After a 100 loss season in 2017, the 2018 San Francisco Giants aimed higher but only managed to win 11 more games. The Giants missed the playoffs for the second straight season but the end of the season has put the team in a tricky spot with no clear direction as they head into 2019.
Coming into the season, the Giants made two major moves: acquiring nine-year veteran Andrew McCutchen and 10-year veteran Evan Longoria after failing to land Giancarlo Stanton from the Miami Marlins. Both acquisitions were made with the goal of making the postseason but it only made the Giants’ problem worse.
They entered the season as the oldest team in the National League with an average player age of 30.15 years old. The average age in Major League Baseball entering the 2018 season was 28.91 years of age according to USA Today. This has been a problem for the Giants for some years. With a farm system that lacks depth outside of their first round draft pick, acquiring catcher Joey Bart and outfielder Heliot Ramos was the only way that this team would improve their poor offensive numbers from 2017 and possibly make an October run.
McCutchen and Longoria got off to slow starts, and with the regular cast of Buster Posey, Joe Panik, Brandon Belt, and Brandon Crawford still intact, only Belt produced early for the team, with 24 hits and walking 14 times in April.
Starting pitching was another disappointment for the 2018 Giants since Ty Blach was the Opening Day starter in place for Madison Bumgarner, who fractured his left pitching hand in his final Spring Training start. Blach, along with new signee Derek Holland, second-year player Chris Stratton, and veteran Johnny Cueto made up the starting rotation. However, with Cueto out due to Tommy John surgery, the top three of Bumgarner, Cueto and Jeff Samardzija were replaced by Holland, Stratton and rookie call-ups, Andrew Suarez and Dereck Rodriguez.
Rodriguez, son of Hall of Fame catcher, Ivan Rodriguez, was the one to make a mark and pitched his name into the Rookie of the Year conversation with a 2.81 ERA and 89 strikeouts over 19 starts.
Injuries also plagued position players throughout the season as seven players had a season-ending surgery.
Buster Posey was playing with a bad hip which made him miss the All Star Game, where he was voted to start the game. Pablo Sandoval, who was having a good role as a power bat and spot starter, had a hamstring injury that sidelined him. And after being called up, Steven Duggar was limited to only 41 games after separating his shoulder in late August. With the team being out of playoff contention towards the end of August, Andrew McCutchen was traded to the New York Yankees as it was thought he wouldn’t resign after a lackluster performance from the team.

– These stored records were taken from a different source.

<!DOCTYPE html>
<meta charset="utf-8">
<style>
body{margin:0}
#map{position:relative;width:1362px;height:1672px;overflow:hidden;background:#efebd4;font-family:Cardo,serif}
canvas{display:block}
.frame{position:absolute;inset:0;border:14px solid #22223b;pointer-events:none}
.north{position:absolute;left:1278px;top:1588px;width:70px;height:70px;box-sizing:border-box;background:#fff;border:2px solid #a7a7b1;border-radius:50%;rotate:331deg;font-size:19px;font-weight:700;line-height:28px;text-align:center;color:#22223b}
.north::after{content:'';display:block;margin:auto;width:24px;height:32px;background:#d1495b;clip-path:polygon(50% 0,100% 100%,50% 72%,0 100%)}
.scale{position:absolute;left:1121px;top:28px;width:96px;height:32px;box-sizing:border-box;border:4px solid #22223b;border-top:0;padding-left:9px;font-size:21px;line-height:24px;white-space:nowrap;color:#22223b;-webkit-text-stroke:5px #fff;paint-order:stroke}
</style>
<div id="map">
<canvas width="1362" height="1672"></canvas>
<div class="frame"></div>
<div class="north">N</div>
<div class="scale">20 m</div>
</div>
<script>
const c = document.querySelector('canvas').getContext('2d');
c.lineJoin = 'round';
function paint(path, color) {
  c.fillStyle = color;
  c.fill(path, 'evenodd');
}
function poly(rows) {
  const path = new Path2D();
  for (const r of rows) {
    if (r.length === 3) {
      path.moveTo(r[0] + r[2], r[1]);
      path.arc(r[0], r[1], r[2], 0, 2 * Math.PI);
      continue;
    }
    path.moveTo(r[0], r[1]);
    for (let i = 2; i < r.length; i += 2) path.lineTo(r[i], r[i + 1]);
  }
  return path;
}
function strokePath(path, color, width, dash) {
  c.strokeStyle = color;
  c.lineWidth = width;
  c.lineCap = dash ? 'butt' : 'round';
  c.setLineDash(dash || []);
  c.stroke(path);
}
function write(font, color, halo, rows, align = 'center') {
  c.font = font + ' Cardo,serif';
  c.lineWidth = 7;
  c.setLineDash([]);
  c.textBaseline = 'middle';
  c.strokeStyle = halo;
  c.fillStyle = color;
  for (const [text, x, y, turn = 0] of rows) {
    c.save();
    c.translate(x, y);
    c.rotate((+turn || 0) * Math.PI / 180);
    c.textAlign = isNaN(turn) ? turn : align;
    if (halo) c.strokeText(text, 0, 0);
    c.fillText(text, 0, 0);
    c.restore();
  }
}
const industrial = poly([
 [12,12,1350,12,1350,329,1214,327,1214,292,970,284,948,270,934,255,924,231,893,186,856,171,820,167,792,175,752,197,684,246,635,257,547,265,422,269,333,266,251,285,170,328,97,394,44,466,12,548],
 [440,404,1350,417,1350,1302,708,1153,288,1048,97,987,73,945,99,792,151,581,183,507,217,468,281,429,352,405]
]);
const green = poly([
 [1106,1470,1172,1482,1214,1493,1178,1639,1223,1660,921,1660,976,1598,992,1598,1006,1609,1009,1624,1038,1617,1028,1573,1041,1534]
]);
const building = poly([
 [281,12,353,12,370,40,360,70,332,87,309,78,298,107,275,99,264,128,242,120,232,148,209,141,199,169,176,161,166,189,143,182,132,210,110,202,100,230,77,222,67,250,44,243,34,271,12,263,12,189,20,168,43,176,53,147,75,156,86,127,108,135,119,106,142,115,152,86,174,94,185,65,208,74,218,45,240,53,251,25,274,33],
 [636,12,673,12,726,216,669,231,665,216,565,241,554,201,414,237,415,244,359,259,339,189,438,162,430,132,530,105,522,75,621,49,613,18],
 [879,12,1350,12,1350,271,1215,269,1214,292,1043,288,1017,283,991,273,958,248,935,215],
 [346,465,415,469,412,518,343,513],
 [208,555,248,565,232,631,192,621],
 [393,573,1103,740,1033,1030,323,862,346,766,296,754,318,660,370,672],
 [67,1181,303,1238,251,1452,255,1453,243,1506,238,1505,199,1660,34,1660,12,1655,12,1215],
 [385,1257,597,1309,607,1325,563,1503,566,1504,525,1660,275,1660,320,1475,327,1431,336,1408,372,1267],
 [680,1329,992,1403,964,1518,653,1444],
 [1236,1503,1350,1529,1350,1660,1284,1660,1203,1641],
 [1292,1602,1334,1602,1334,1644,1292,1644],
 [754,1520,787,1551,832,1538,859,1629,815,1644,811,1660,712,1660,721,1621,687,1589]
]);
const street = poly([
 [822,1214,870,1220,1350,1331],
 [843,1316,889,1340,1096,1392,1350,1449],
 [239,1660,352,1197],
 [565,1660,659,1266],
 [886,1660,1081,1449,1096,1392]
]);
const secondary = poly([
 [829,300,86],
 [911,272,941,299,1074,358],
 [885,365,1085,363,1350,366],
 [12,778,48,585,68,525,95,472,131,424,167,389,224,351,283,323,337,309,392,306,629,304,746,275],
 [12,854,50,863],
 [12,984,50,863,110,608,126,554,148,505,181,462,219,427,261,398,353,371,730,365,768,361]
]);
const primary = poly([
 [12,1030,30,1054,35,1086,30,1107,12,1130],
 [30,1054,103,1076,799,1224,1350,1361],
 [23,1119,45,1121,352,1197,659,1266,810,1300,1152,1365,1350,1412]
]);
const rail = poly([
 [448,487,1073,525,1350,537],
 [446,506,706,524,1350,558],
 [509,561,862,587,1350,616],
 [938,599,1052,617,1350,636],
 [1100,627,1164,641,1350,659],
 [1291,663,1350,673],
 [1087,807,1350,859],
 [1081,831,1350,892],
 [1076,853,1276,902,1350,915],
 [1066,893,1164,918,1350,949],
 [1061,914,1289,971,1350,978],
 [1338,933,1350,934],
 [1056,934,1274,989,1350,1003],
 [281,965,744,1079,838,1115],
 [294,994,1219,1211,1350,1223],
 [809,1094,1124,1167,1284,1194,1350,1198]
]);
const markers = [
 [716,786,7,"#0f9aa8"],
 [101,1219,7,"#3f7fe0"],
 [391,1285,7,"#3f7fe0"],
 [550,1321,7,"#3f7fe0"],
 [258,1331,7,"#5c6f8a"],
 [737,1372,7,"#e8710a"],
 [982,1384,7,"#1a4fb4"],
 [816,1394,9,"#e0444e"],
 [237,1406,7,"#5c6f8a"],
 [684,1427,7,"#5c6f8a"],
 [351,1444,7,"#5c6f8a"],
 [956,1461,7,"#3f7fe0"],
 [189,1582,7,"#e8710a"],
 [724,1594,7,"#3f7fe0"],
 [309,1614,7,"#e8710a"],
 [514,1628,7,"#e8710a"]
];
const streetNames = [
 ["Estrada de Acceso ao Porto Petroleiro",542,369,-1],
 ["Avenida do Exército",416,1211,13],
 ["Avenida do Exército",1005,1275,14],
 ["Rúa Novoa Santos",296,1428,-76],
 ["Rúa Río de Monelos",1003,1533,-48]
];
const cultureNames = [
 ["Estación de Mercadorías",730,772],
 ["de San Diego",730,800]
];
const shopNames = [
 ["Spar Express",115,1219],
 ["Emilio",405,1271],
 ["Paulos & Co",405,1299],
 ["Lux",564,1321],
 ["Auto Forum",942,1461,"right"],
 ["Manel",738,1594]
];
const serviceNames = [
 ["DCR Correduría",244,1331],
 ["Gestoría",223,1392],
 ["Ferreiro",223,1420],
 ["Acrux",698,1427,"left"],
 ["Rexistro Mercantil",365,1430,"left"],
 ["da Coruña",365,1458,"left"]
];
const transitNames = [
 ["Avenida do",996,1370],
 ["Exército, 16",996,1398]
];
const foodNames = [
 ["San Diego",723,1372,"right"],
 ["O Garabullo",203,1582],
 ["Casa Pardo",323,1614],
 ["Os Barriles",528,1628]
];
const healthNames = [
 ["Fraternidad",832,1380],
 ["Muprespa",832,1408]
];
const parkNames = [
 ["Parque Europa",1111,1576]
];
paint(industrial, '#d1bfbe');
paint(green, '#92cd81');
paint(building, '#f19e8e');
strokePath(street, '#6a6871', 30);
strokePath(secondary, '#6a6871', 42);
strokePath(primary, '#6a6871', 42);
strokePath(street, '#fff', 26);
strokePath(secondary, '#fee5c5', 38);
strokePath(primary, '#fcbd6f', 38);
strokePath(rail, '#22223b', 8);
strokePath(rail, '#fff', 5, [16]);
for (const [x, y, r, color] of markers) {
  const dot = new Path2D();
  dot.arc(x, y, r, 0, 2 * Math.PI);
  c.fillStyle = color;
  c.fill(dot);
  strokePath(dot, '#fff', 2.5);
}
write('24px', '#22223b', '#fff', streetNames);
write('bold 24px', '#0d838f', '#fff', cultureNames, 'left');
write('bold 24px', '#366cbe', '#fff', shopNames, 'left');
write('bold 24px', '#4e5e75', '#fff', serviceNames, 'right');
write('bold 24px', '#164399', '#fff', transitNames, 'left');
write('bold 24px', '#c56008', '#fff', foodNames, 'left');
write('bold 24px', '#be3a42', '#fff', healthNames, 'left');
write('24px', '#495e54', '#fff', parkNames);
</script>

Overall, the 2018 San Francisco Giants were a very frustrating team to watch for many reasons. The offense was very inconsistent and could never get big hits when they needed them. The bullpen continued to give up multiple leads throughout the season with 30 blown saves. And even when the starting pitching could have quality starts, the offense would never score enough to protect the lead or even guarantee a victory.
This team was never going to contend in the NL West with the likes of the Diamondbacks, the Rockies and the Dodgers all bunched up at the top of the division, even with the $200 million payroll.

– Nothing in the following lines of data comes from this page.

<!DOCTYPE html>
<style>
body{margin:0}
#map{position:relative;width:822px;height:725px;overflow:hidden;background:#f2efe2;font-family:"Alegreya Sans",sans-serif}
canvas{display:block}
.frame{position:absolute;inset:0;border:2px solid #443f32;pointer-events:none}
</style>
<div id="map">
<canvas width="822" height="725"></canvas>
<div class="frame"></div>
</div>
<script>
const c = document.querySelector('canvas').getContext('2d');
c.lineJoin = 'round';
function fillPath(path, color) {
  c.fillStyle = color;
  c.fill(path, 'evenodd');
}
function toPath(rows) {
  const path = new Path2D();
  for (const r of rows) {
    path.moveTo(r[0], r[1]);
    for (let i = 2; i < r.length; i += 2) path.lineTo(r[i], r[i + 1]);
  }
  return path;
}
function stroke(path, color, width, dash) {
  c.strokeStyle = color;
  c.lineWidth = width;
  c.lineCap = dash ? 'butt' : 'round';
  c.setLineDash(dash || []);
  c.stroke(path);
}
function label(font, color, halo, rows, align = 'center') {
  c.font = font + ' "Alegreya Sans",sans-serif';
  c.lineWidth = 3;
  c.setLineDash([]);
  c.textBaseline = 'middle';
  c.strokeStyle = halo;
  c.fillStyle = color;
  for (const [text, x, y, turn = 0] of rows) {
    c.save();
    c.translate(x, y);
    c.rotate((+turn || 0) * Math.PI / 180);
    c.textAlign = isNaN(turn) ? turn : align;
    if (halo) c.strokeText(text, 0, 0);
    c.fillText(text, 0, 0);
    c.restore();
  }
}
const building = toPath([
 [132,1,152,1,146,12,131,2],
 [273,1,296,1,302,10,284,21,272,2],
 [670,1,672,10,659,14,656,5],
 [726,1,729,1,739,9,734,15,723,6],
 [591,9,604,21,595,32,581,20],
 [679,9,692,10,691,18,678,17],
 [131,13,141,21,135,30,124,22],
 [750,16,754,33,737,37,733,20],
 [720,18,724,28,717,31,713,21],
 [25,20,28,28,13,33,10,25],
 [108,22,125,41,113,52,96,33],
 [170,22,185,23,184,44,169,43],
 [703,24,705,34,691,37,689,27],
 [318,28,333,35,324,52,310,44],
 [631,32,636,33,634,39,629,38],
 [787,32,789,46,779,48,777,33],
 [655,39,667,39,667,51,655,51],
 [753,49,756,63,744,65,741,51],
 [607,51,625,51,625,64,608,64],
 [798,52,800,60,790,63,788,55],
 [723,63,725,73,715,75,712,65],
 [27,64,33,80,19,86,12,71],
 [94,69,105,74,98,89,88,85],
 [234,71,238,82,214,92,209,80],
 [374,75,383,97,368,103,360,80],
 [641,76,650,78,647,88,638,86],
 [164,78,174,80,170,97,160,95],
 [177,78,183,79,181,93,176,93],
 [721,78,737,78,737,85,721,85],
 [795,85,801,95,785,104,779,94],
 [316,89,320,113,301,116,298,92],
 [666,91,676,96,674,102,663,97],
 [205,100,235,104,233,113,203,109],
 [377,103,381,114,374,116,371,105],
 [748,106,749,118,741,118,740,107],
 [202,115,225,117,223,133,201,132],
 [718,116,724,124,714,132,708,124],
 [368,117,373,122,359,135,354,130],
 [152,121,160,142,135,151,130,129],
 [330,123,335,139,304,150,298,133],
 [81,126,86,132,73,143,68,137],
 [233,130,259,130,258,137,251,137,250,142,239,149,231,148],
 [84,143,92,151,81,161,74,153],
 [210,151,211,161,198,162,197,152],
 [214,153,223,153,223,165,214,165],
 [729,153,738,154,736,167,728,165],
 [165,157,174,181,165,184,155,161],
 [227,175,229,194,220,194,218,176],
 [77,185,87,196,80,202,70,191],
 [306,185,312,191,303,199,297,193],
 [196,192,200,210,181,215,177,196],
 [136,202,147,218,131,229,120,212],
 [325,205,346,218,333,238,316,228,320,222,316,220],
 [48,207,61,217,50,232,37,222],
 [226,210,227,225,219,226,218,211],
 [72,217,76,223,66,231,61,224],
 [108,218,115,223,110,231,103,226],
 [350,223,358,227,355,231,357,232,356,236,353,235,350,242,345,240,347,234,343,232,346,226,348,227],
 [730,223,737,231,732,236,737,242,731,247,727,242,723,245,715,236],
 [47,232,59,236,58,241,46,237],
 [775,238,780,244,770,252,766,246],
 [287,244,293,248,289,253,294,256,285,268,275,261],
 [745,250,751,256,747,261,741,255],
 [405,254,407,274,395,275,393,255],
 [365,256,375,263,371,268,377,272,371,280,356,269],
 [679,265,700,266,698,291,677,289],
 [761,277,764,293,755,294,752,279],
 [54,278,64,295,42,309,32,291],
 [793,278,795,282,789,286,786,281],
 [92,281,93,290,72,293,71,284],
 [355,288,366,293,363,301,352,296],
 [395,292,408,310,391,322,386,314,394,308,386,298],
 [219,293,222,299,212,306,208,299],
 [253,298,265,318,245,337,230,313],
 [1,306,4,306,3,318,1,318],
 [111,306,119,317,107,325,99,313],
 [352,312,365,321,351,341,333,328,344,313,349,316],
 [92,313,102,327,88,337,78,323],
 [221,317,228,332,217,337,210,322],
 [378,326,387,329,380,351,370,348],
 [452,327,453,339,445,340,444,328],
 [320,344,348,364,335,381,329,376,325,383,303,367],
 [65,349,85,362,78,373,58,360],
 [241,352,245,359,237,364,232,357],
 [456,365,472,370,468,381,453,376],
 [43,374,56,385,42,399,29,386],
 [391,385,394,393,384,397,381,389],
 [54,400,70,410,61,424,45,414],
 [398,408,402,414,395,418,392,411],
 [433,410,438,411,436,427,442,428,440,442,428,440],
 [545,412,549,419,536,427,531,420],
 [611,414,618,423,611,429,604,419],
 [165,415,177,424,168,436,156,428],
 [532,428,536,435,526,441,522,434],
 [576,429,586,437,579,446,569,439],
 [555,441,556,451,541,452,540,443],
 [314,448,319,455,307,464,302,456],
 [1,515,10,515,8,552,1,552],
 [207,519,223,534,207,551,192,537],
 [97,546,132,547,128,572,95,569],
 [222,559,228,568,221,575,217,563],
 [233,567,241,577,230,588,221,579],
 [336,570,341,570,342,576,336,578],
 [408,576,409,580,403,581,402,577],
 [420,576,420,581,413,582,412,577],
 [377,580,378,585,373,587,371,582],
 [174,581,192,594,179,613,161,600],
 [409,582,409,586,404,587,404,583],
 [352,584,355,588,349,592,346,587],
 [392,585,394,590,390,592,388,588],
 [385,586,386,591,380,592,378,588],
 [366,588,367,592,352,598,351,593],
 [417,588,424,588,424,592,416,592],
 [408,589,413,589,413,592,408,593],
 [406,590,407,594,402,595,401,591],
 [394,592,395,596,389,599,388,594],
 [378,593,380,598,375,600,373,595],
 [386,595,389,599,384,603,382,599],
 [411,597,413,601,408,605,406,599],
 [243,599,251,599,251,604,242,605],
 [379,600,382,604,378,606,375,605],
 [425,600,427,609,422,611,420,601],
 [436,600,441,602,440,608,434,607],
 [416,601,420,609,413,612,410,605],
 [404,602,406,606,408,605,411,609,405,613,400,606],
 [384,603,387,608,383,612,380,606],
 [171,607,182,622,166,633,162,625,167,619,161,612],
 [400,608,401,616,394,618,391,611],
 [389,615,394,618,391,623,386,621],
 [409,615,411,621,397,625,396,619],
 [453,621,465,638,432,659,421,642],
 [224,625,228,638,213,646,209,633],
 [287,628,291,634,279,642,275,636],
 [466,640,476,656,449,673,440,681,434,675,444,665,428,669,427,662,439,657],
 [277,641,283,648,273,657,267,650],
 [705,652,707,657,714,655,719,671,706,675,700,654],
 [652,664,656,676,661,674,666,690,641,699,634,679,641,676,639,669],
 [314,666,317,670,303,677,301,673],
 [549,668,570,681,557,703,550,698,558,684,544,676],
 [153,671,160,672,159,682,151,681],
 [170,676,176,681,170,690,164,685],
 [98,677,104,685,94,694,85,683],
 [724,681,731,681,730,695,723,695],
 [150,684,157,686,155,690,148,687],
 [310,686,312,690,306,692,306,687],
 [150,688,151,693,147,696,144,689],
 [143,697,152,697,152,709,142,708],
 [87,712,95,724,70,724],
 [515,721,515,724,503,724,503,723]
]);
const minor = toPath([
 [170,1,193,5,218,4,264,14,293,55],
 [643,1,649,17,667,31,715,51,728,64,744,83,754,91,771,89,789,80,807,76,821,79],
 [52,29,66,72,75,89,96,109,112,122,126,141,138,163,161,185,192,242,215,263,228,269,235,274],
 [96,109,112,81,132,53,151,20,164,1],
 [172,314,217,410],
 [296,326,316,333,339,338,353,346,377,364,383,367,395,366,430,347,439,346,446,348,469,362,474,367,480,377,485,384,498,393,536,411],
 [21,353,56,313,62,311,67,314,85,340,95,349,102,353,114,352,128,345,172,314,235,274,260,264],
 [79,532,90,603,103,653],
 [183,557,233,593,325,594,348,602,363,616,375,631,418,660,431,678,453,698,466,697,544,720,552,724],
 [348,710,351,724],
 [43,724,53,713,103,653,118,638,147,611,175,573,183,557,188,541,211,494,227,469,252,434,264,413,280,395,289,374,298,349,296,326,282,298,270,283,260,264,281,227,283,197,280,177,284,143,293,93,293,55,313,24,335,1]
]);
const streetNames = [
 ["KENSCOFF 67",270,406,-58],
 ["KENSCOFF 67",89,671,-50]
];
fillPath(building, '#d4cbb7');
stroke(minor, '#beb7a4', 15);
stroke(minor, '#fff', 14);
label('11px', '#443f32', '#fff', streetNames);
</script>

Looking toward the 2019 season, the Giants will ultimately have to figure out their problems during this offseason, and it starts with hiring a new general manager as long-time Giants official Bobby Evans was fired before the end of the season.
Should the team go after Washington Nationals player Bryce Harper in free agency? Just like Stanton last year, Harper looks to win now and the product that the Giants put on the field might not be appealing enough to lure the biggest superstar in the National League. The question for the Giants now is: Will the fanbase get onboard with a rebuild and how will the starting lineup look in 2019 on Opening Day against the Padres?